Beating the best human contestants at Jeopardy! represents a major landmark in open-domain question answering. The accomplishment marks just the beginning of a new era of computing. While deep analysis and language understanding techniques have a long way to go before computers can fluently interact and reason at human levels, Watson today offers an advanced software architecture and methodology that promises to leverage and rapidly advance decades of innovation in the field, creating opportunities in IT that we have only just imagined. Watson's public performance heralds a future where scientists and businesspeople alike can efficiently tap into the wealth of knowledge buried in text and other unstructured data sources.

This talk will give an overview of how Watson was built and present our vision for the future of the technology.

Lori A. Clarke photoLori A. Clarke

University of Massachusetts Amherst, Department of Computer Science

Lori A. Clarke is chair the Department of Computer Science at the University of Massachusetts, Amherst, and co-director of the Laboratory for Advanced Software Engineering Research (LASER). She is a Fellow of the ACM and IEEE, and a board member of the Computing Research Association's Committee on the Status of Women in Computing Research (CRA-W). She is a former vice chair of the Computing Research Association (CRA), co-chair of CRA-W, IEEE Publication Board member, associate editor of ACM TOPLAS and IEEE TSE, member of the CCR NSF advisory board, and ACM SIGSOFT chair, vice chair, secretary, and treasurer. Recent honors include the 2011 University of Massachusetts Outstanding Accomplishments in Research and Creative Activity Award, the 2009 College of Natural Sciences and Mathematics Outstanding Faculty Service Award, the 2004 University of Colorado, Boulder Distinguished Engineering Alumni Award, and the 2002 SIGSOFT Distinguished Service Award.
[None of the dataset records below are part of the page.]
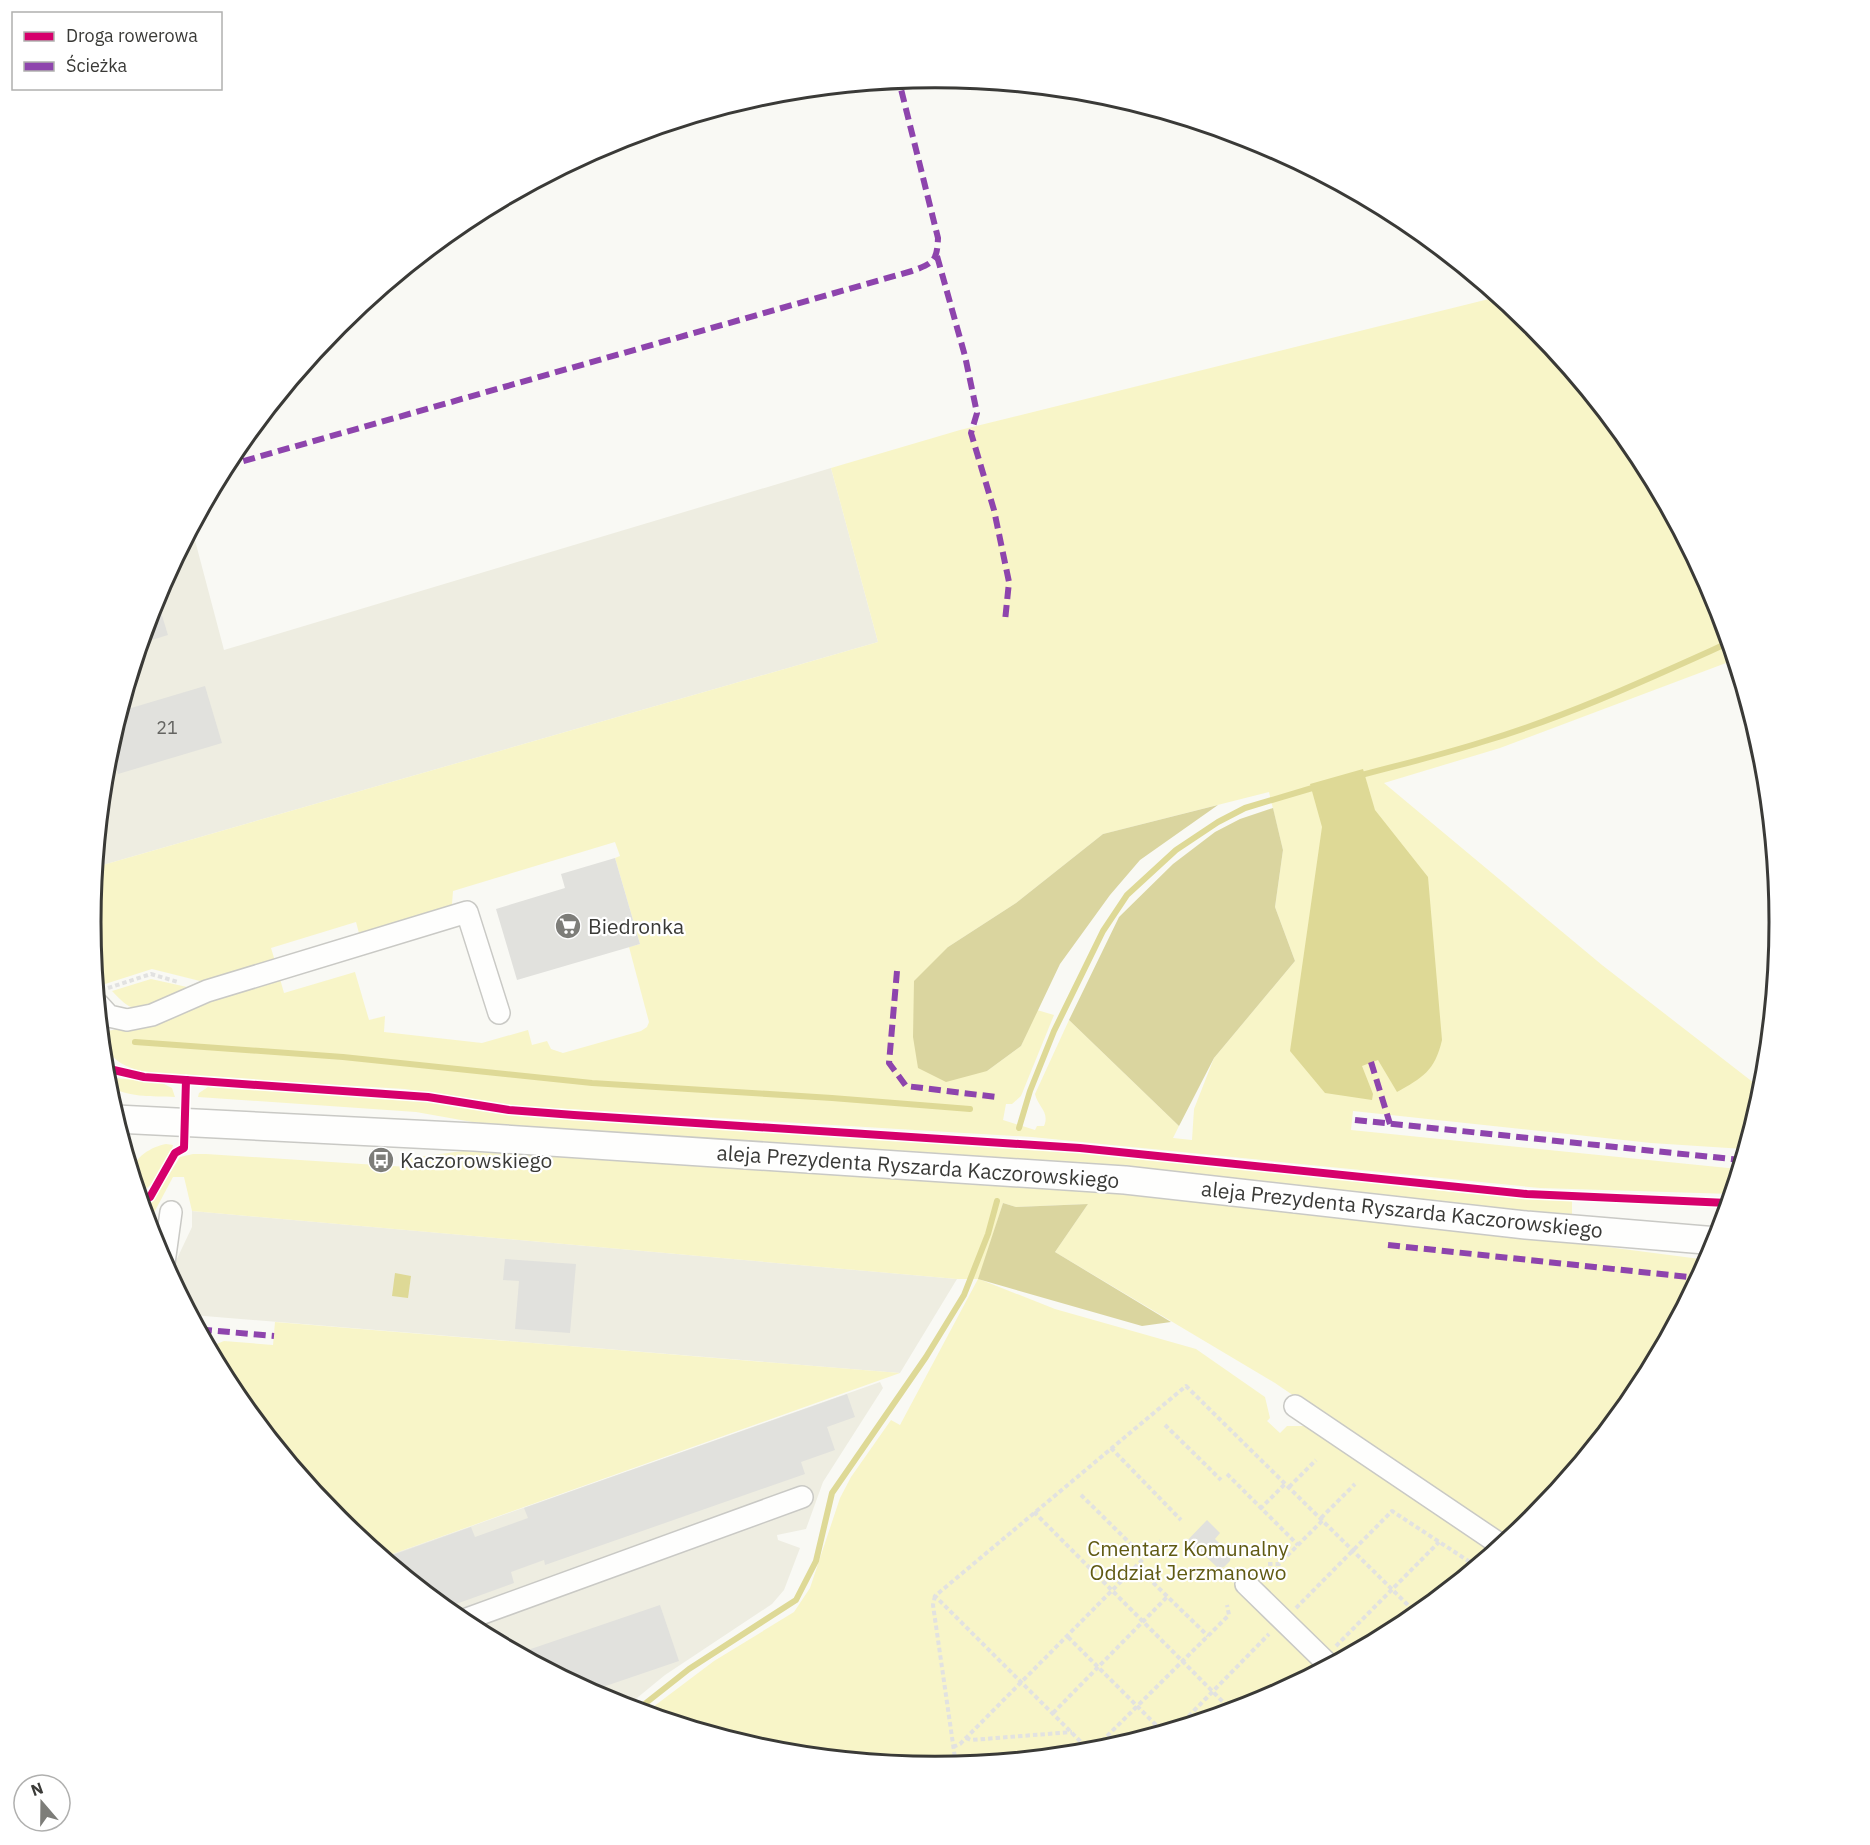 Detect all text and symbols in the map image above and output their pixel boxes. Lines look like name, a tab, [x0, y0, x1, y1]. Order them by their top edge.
legend	[12, 12, 222, 90]
text: Droga rowerowa	[66, 24, 198, 47]
text: Ścieżka	[66, 54, 128, 77]
house number: 21	[156, 716, 178, 739]
supermarket icon: Biedronka	[553, 911, 583, 941]
place label: Biedronka	[588, 912, 684, 940]
street label: aleja Prezydenta Ryszarda Kaczorowskiego	[716, 1138, 1120, 1194]
bus stop icon: Kaczorowskiego	[366, 1145, 396, 1175]
place label: Kaczorowskiego	[400, 1146, 552, 1174]
street label: aleja Prezydenta Ryszarda Kaczorowskiego	[1200, 1174, 1604, 1244]
park label: Cmentarz Komunalny Oddział Jerzmanowo	[1087, 1534, 1289, 1586]
north arrow	[12, 1773, 72, 1833]
text: N	[28, 1778, 46, 1800]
Dr. Clarke's research is concerned with the verification of distributed systems and requirements engineering. Recently she has been investigating applying software engineering technologies to detect errors and vulnerabilities in complex processes in domains such as healthcare, scientific workflow, and digital government. She is also involved in several efforts to increase participation of underrepresented groups in computing research.

Program Analysis: Then and Now — Abstract

Program analysis techniques have played an important role in improving the verification and testing of software systems. In the early days of software engineering, the research community was very naïve, expecting to find "the solution" to the software engineering crisis. Without the ability to conduct extensive evaluation, this often led to ideological wars. Increased computing power, open source systems, and more research maturity has led to a renaissance in program analysis research. This talk will overview some of the major accomplishments in program analysis that are feeding this revitalization, describe some of the past hurdles that researchers faced, and discuss some of the current impediments and opportunities.
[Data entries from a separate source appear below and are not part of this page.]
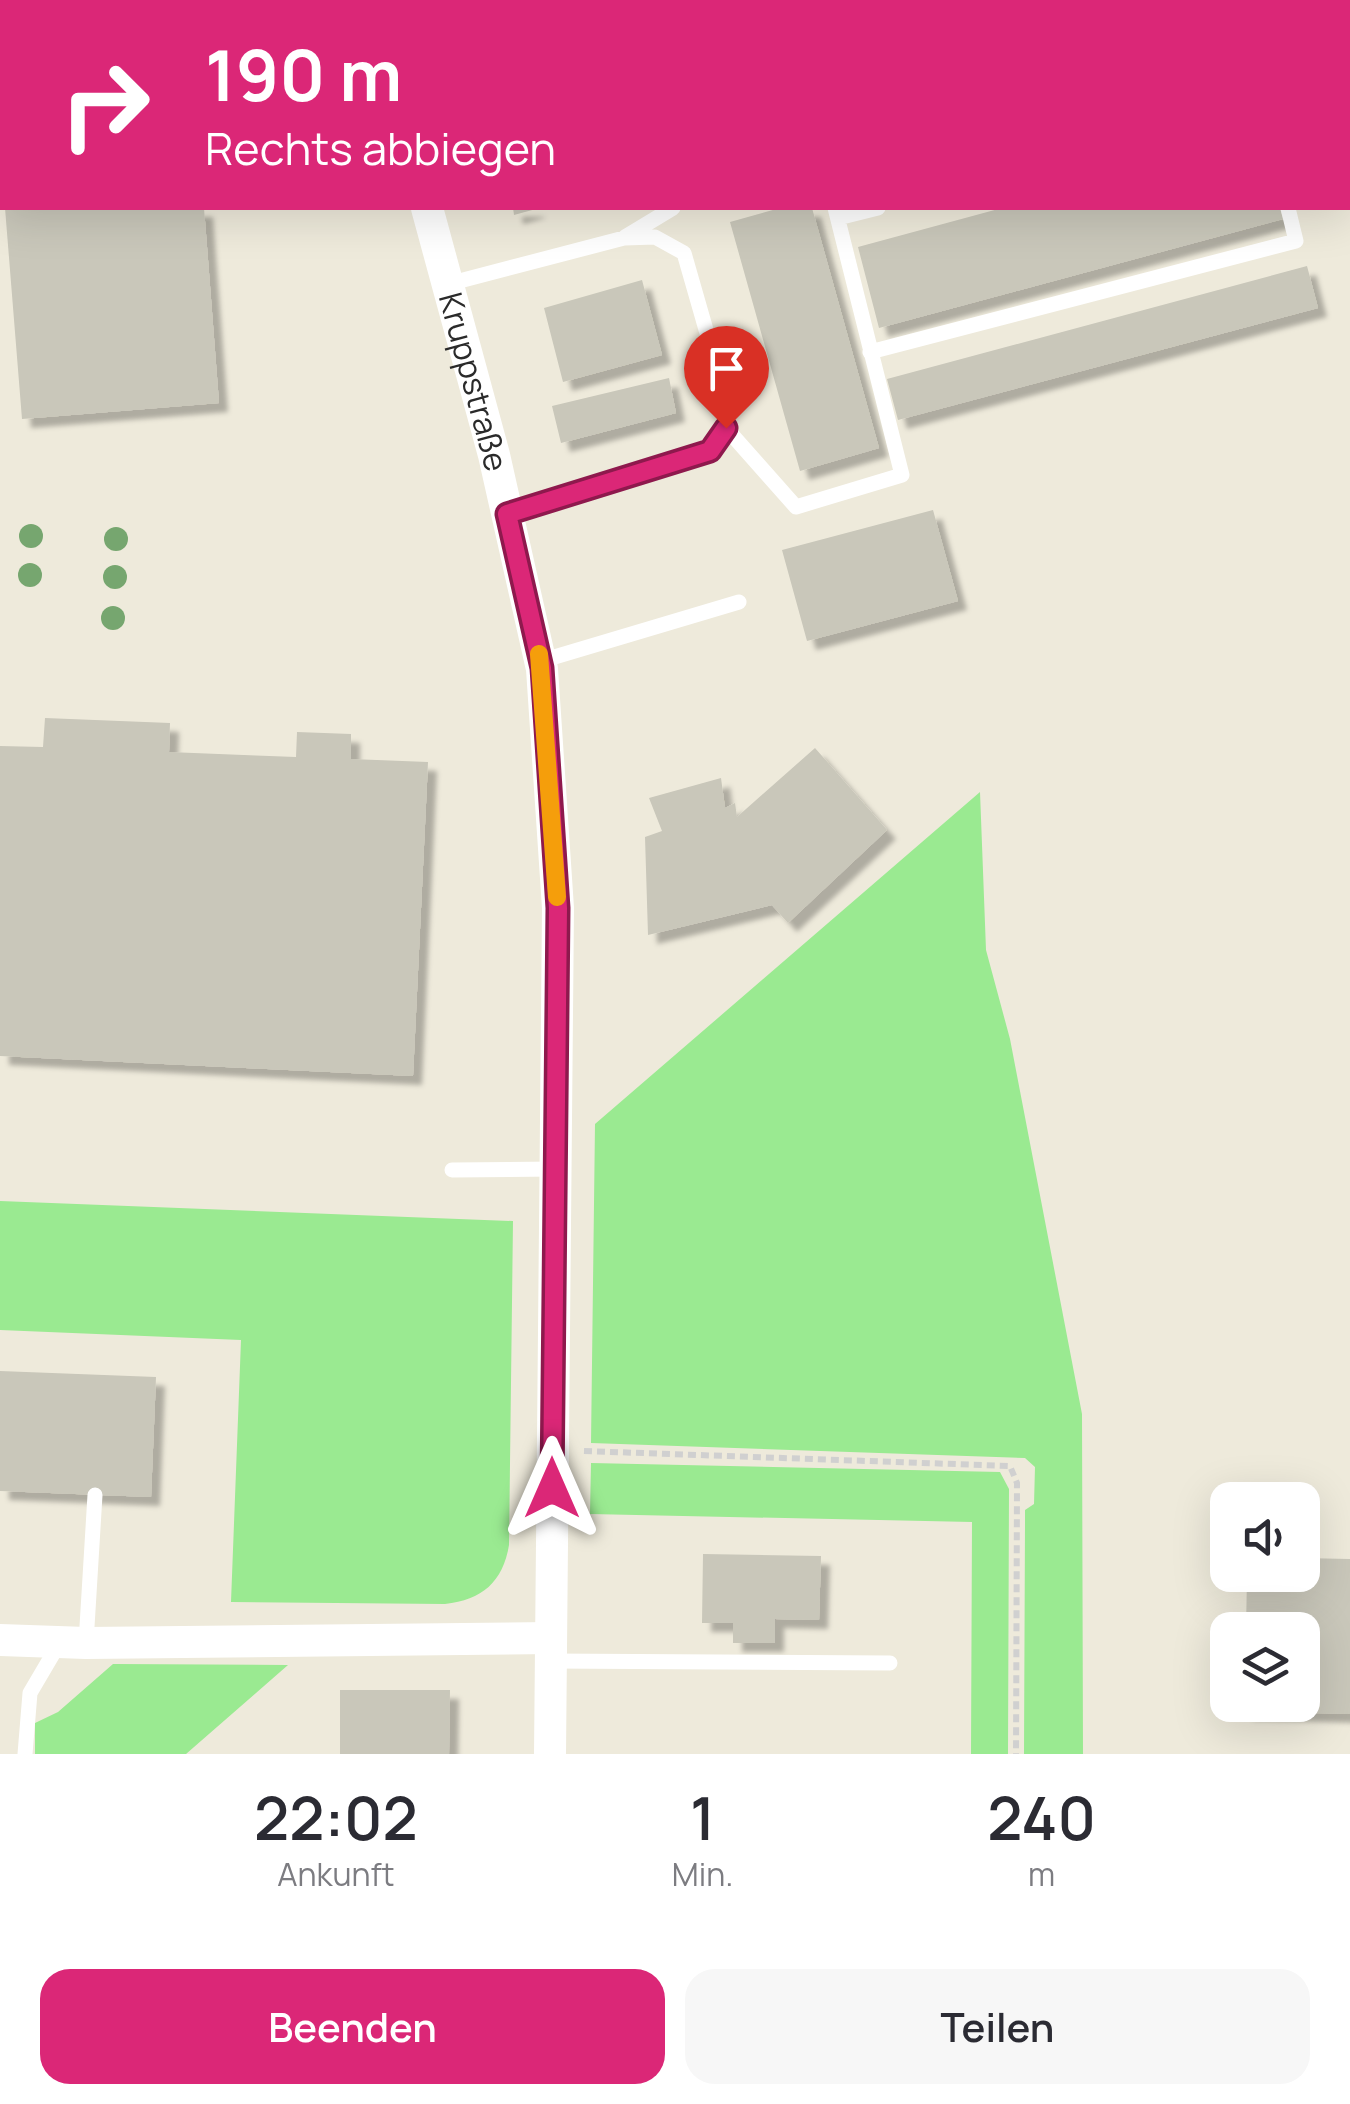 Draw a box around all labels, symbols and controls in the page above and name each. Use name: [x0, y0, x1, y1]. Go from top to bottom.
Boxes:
text: 190 m: [205, 26, 402, 122]
icon: right: [40, 40, 170, 170]
text: Rechts abbiegen: [205, 117, 556, 179]
street label: Kruppstraße: [429, 287, 519, 475]
pin: [684, 326, 769, 429]
icon: arrive: [699, 341, 754, 396]
position arrow: [500, 1436, 604, 1540]
map controls: [1210, 1482, 1320, 1722]
button: sound: [1210, 1482, 1320, 1592]
button: layers: [1210, 1612, 1320, 1722]
text: 22:02: [254, 1776, 418, 1858]
text: 1: [690, 1776, 715, 1858]
text: 240: [987, 1776, 1096, 1858]
text: Ankunft: [277, 1852, 395, 1896]
text: Min.: [672, 1852, 733, 1896]
text: m: [1028, 1852, 1055, 1896]
button: Beenden: [40, 1969, 665, 2084]
button: Teilen: [685, 1969, 1310, 2084]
Chandra Boyaparti, Sarfraz Khurshid, Darko Marinov photoChandrasekhar Boyapati, Sarfraz Khurshid and Darko Marinov

Chandrasekhar Boyaparti, Google; Sarfraz Khurshid, University of Texas at Austin; Darko Marinov, University of Illinois at Urbana-Champaign

2012 Impact Award — Abstract

At ISSTA 2002, three Ph.D. students published the paper "Korat: Automated Testing Based on Java Predicates", which won one of the first ACM SIGSOFT Distinguished Paper awards. This year, the paper wins the ACM SIGSOFT Impact Paper Award. In this talk, we recount the motivation behind our research, the ideas presented in the paper, and some influence it had on software testing during the last ten years. We also reflect on our experience of leading a research project as Ph.D. students.